**What the task requires**: Please give the number of lines in the material below that contain "names", and provide nothing besides that number.

**Excerpted data**:
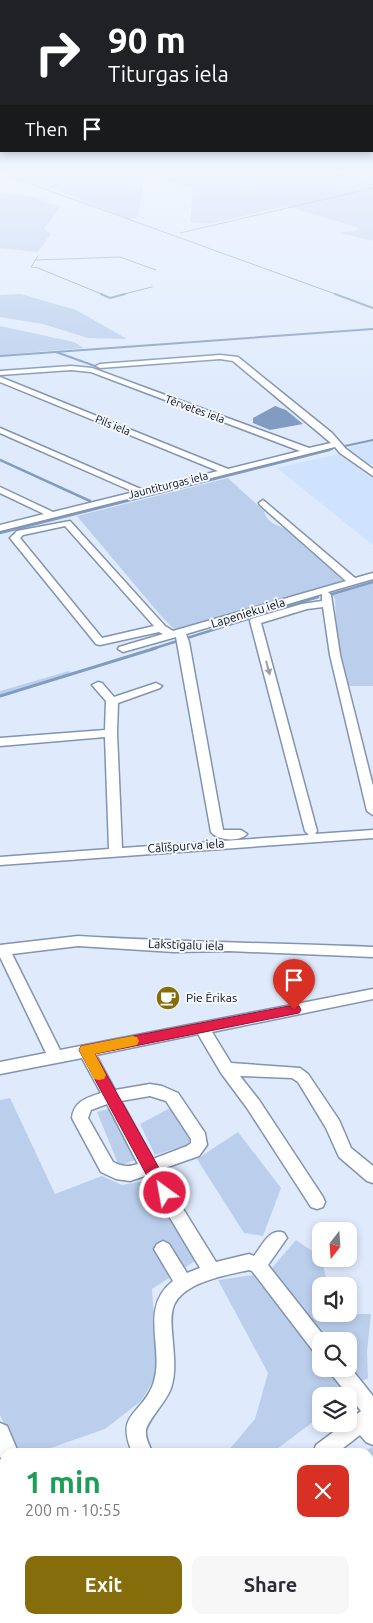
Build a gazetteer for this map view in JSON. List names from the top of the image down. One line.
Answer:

...

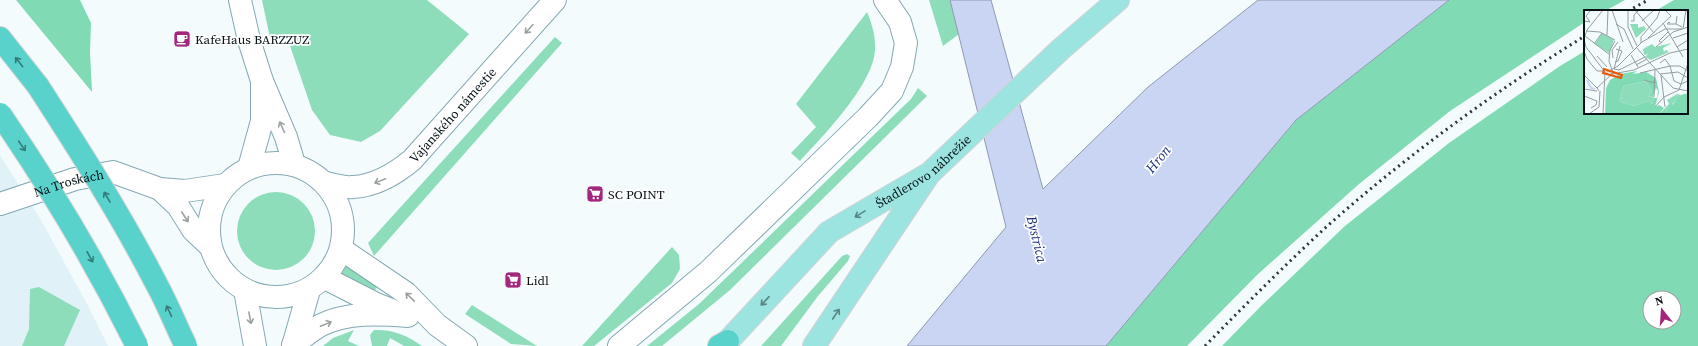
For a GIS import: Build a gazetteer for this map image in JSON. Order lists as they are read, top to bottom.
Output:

==

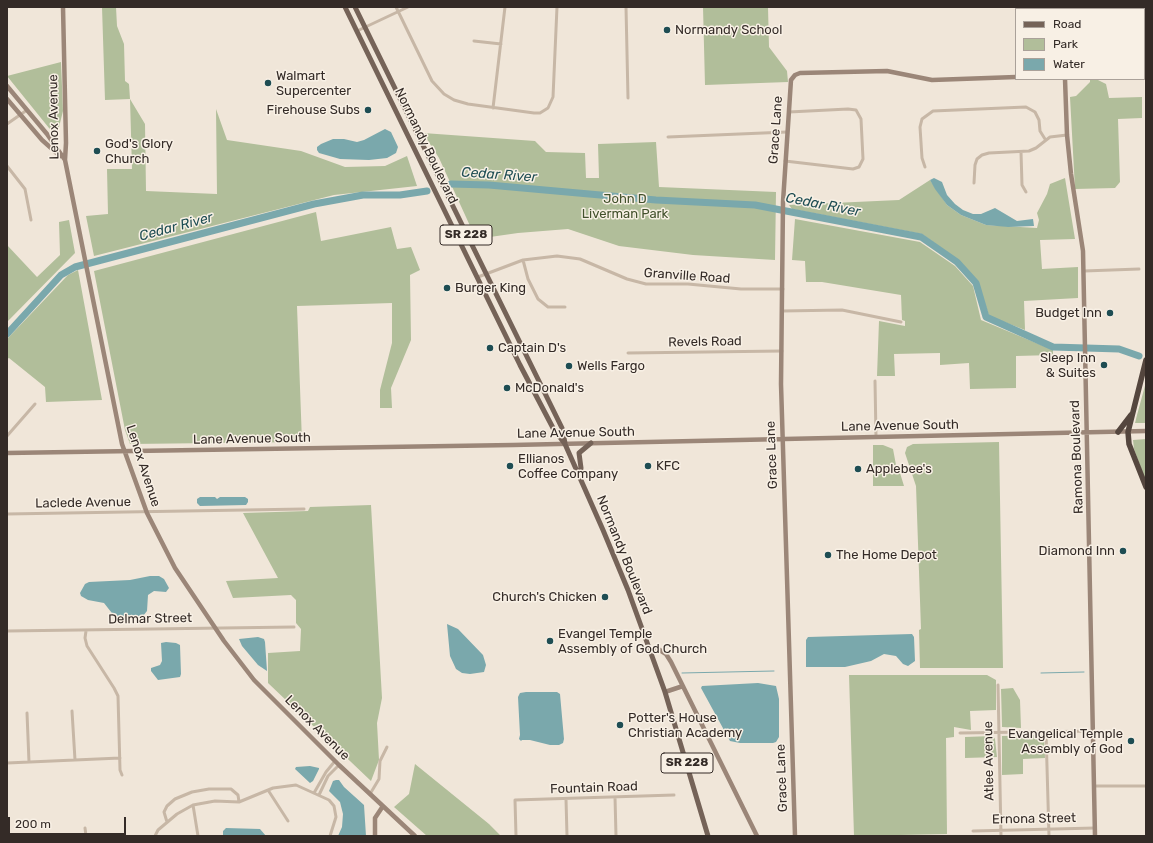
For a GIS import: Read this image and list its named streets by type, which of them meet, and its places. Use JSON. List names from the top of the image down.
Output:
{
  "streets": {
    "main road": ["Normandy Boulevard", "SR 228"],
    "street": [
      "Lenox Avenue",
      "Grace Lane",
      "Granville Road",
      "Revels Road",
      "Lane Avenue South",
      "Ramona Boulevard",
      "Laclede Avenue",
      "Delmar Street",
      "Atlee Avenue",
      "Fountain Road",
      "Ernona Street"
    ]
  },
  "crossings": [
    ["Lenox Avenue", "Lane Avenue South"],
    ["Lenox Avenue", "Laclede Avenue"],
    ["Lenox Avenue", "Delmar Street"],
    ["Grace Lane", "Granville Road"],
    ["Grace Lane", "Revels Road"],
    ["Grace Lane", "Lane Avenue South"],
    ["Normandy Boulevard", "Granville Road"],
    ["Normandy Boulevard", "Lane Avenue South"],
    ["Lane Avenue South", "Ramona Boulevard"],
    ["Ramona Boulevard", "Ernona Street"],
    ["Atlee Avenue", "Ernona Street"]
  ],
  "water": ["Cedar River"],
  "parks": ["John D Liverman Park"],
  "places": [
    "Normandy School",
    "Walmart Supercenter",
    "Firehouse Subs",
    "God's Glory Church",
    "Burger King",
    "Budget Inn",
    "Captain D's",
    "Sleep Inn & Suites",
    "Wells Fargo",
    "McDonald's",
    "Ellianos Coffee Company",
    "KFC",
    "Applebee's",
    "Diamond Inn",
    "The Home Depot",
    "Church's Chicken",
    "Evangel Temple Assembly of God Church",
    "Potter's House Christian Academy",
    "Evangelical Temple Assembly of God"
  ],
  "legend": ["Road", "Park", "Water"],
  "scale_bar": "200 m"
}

**Output below**: 2